Records to process: Begin

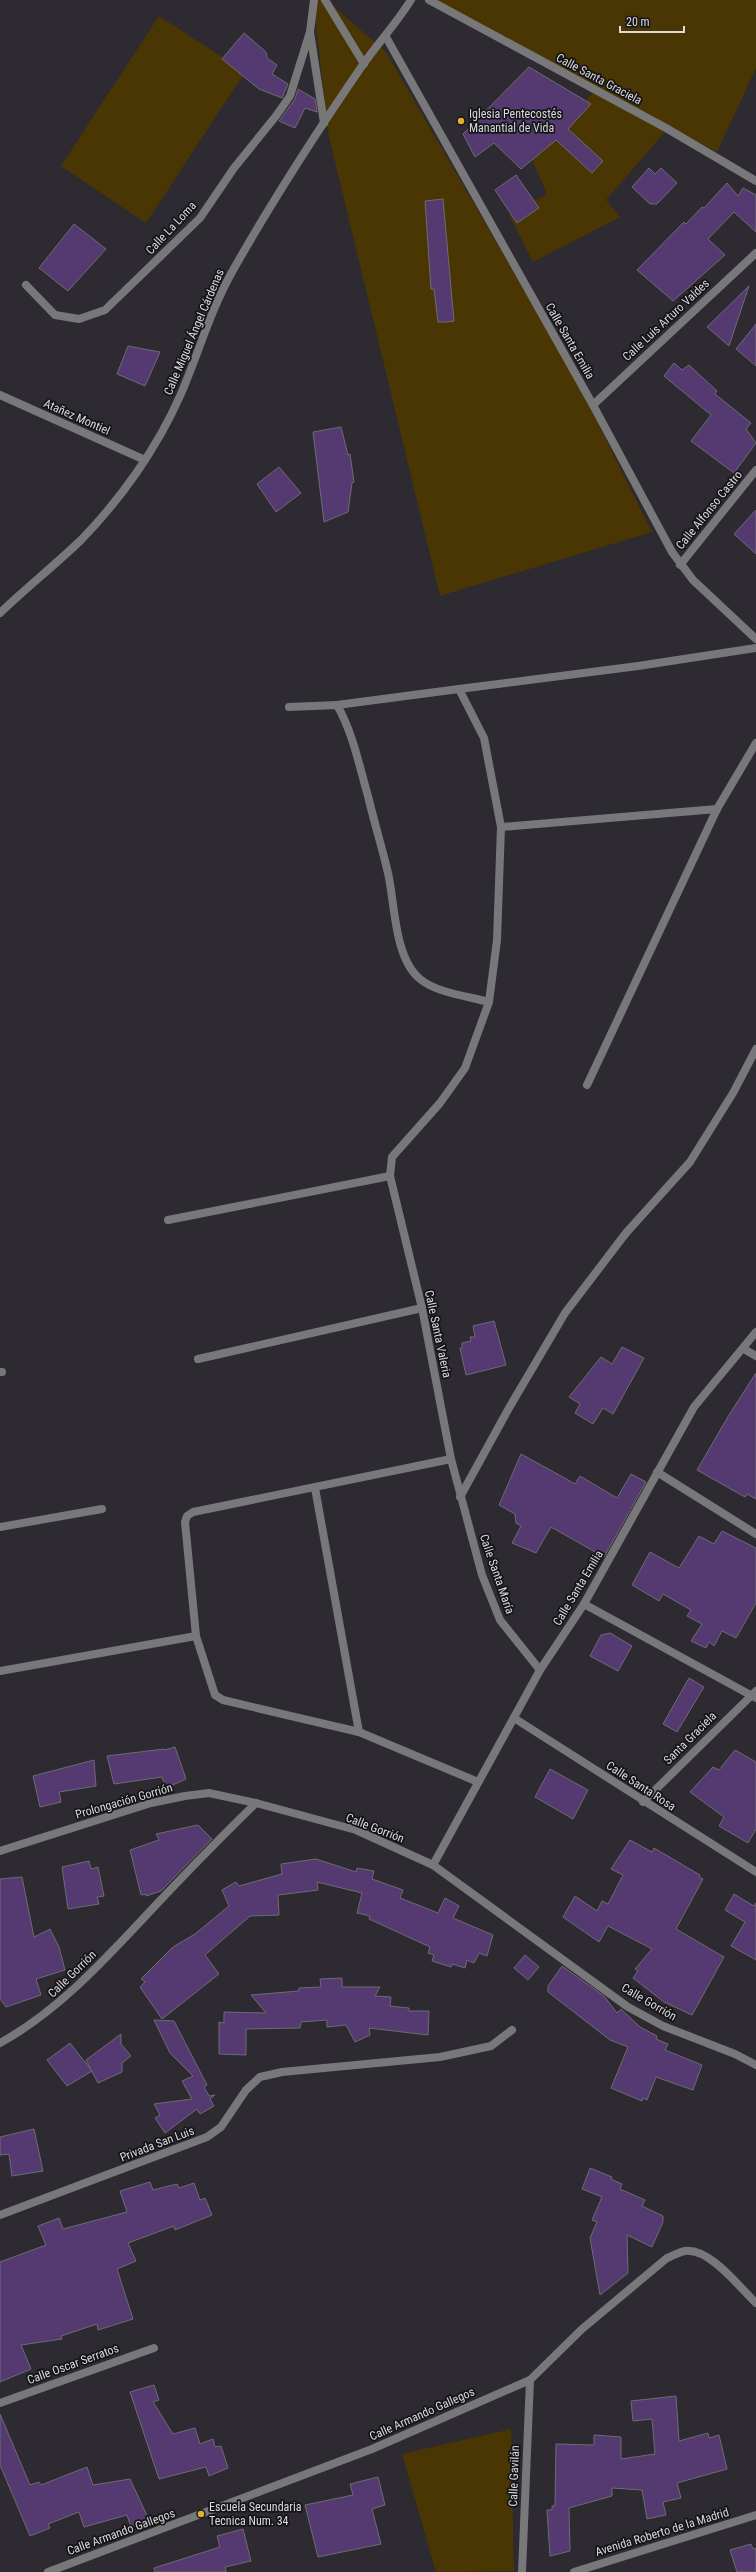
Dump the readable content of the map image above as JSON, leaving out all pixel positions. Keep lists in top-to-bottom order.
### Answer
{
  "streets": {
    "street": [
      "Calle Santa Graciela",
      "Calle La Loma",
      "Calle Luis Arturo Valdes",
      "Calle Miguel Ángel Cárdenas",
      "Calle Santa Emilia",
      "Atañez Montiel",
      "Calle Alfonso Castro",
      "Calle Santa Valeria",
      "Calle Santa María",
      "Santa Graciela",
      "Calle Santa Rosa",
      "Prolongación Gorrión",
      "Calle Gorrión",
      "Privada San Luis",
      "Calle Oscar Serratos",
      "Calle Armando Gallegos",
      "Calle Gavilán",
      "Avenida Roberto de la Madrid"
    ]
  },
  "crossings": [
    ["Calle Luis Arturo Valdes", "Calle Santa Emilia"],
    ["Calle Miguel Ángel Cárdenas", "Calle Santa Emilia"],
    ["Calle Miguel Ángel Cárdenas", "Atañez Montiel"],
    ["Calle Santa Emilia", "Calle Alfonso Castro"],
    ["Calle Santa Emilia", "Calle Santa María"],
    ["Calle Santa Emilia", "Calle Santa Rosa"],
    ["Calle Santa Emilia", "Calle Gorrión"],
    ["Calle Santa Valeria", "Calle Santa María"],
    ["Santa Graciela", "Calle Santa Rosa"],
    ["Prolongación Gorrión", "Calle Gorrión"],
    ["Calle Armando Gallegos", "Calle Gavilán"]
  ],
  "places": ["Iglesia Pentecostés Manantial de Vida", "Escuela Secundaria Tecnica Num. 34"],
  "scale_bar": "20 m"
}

Records to process: End
Records to process: Begin

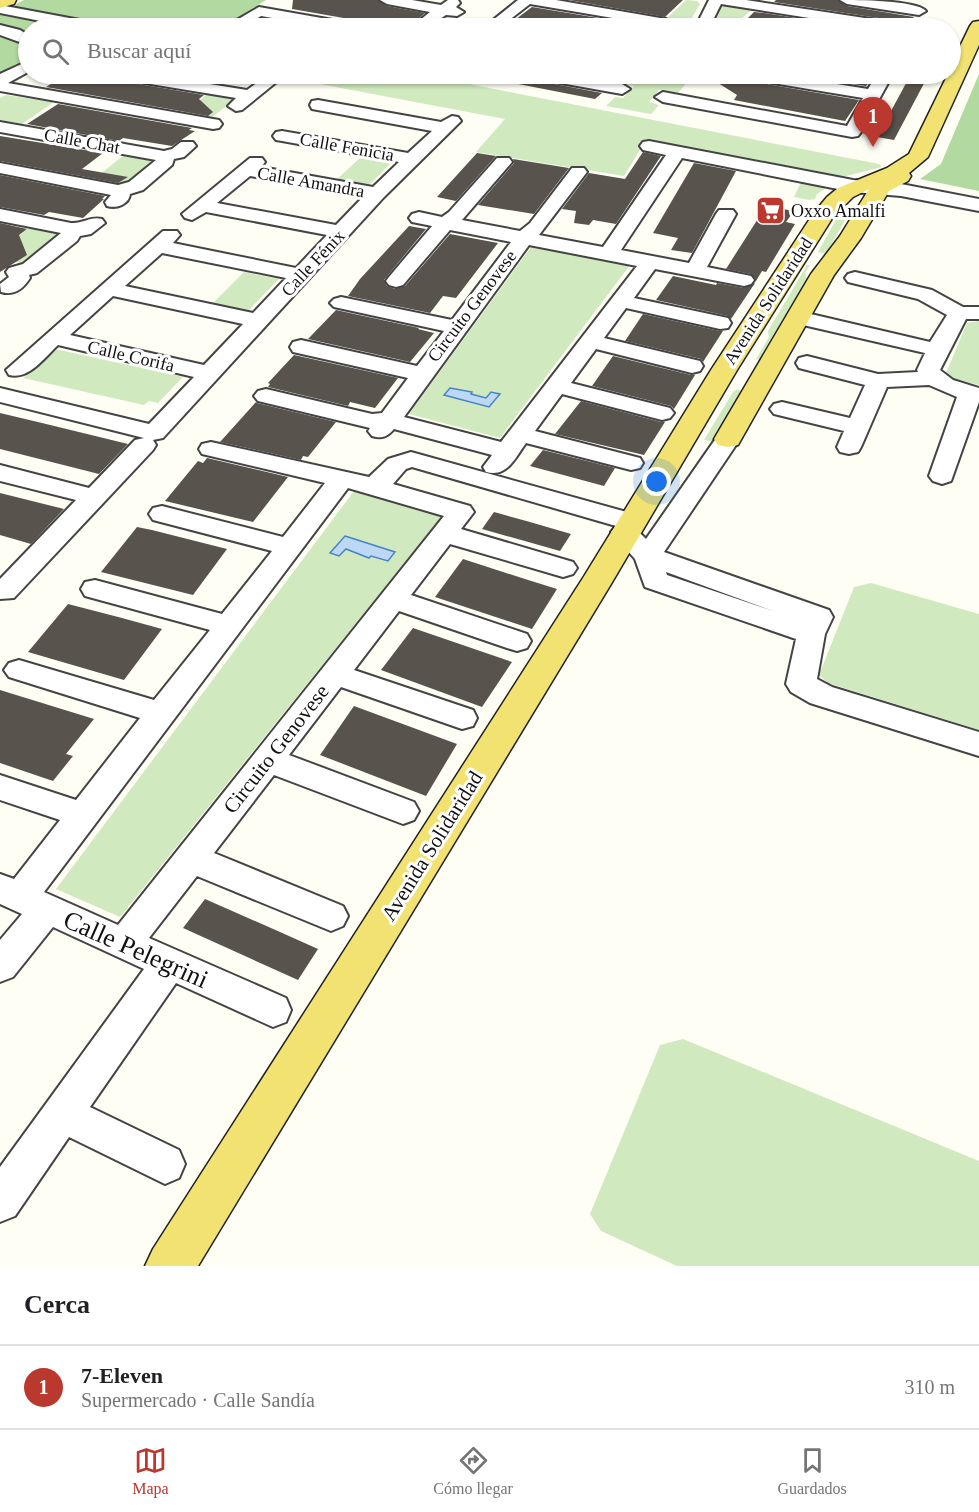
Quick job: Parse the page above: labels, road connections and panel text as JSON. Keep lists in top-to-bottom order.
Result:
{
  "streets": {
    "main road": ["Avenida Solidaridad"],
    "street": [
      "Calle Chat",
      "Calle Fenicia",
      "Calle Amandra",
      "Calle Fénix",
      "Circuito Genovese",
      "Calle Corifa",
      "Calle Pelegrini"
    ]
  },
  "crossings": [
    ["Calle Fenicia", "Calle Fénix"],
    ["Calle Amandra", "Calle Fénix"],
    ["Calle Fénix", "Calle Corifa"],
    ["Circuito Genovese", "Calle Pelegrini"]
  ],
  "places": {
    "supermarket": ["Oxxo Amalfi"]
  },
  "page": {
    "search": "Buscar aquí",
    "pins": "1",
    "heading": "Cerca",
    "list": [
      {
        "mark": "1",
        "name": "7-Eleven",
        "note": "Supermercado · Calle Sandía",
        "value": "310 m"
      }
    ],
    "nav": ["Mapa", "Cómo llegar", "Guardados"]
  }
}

Records to process: End
Records to process: Begin

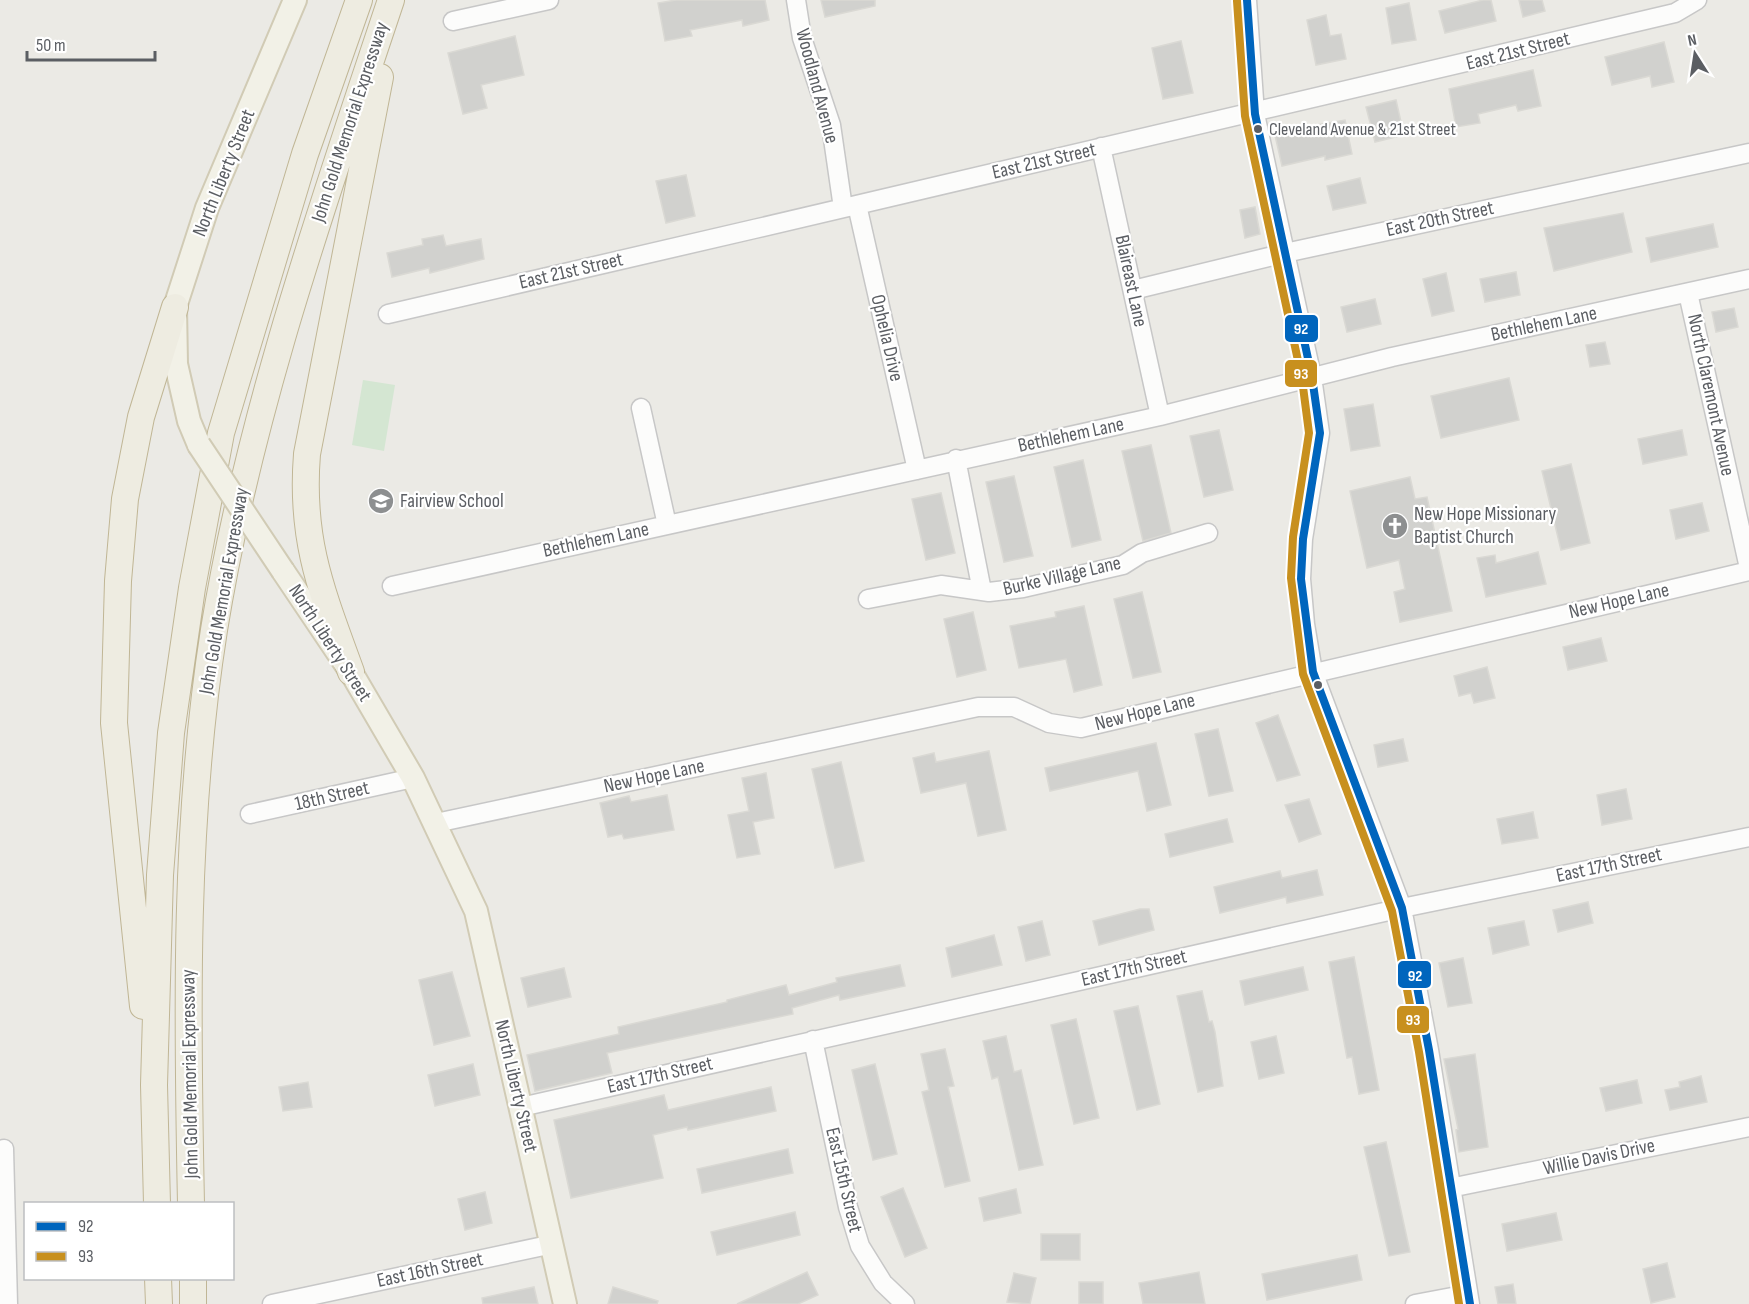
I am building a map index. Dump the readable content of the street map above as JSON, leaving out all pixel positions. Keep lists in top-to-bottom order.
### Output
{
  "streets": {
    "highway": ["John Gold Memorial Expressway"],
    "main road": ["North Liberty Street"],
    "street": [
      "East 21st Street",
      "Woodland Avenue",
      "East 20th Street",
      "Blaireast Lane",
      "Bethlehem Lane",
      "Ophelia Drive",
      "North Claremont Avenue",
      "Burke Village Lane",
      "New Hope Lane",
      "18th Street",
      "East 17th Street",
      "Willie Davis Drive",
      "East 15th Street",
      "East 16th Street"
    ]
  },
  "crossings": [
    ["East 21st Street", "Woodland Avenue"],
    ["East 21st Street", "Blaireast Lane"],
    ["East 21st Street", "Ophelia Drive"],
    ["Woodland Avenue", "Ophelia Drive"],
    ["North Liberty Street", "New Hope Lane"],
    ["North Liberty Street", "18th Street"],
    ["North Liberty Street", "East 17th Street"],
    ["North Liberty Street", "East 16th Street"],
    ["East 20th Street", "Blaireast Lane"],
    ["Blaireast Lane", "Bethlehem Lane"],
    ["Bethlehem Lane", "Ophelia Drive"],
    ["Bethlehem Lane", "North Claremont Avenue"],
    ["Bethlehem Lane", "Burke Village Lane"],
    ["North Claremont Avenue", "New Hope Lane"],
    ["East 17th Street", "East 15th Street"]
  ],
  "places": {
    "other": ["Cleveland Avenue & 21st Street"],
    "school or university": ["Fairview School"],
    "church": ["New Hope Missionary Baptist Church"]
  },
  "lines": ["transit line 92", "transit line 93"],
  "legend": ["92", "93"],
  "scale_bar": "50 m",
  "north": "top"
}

Records to process: End

What the task requires
The count, and nothing else: how many lines of the entries contain the word "Dump"?

Problem solution
2